• _Extracted entries_
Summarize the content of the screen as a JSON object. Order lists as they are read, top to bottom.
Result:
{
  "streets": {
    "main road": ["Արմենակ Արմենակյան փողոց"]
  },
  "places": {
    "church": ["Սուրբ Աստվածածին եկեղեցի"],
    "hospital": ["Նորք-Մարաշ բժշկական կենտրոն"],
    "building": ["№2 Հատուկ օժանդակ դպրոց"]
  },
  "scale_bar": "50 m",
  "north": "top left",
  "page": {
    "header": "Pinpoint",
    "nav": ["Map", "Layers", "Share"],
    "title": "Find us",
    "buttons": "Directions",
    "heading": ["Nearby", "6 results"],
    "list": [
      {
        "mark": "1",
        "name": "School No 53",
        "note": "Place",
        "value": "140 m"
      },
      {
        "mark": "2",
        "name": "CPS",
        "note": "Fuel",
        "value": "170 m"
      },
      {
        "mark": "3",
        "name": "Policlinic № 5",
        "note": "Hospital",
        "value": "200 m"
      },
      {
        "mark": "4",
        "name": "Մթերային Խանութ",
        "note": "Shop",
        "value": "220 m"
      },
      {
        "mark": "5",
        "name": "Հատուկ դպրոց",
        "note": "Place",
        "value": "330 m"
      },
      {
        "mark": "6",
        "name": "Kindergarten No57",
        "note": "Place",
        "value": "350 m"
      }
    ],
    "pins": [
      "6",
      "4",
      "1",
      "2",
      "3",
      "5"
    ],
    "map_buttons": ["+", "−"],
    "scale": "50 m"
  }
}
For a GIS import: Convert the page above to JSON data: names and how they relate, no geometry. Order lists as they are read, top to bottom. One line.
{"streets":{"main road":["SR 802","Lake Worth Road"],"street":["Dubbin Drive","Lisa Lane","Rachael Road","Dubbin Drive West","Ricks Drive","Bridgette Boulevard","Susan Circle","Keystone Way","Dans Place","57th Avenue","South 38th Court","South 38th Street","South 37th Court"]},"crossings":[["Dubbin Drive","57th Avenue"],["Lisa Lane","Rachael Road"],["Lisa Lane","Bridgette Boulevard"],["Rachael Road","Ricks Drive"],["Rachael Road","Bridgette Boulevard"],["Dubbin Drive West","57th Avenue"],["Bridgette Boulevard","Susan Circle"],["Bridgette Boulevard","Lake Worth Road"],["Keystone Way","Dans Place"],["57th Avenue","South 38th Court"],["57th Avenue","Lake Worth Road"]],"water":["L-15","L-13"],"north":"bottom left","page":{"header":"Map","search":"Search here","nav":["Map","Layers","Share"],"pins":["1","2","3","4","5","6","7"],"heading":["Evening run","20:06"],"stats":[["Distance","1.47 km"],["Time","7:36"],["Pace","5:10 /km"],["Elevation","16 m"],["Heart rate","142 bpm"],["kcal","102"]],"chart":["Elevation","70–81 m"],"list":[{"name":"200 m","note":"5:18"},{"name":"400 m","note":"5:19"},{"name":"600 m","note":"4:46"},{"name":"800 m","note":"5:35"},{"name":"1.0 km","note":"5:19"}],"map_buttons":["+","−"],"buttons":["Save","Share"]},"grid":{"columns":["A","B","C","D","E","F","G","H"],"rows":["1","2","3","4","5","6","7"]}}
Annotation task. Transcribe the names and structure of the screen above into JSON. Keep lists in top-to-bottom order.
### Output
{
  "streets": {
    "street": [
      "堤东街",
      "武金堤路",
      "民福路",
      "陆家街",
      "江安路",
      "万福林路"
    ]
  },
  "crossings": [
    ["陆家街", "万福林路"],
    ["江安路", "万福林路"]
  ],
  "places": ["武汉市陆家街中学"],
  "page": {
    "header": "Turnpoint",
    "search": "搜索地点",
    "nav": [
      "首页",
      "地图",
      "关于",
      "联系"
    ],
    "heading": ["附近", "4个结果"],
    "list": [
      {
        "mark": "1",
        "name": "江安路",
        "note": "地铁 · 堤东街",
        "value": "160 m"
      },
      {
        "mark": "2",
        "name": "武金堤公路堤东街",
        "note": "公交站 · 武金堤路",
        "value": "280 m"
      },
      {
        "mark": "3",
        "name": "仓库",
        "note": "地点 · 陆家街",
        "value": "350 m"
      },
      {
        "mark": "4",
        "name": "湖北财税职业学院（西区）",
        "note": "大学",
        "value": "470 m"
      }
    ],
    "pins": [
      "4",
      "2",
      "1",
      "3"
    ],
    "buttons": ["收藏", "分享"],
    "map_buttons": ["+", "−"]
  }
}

• _Task_
From the data, list each line in which the string "դպրոց" appears.

• _Your solution_
    "building": ["№2 Հատուկ օժանդակ դպրոց"]
        "name": "Հատուկ դպրոց",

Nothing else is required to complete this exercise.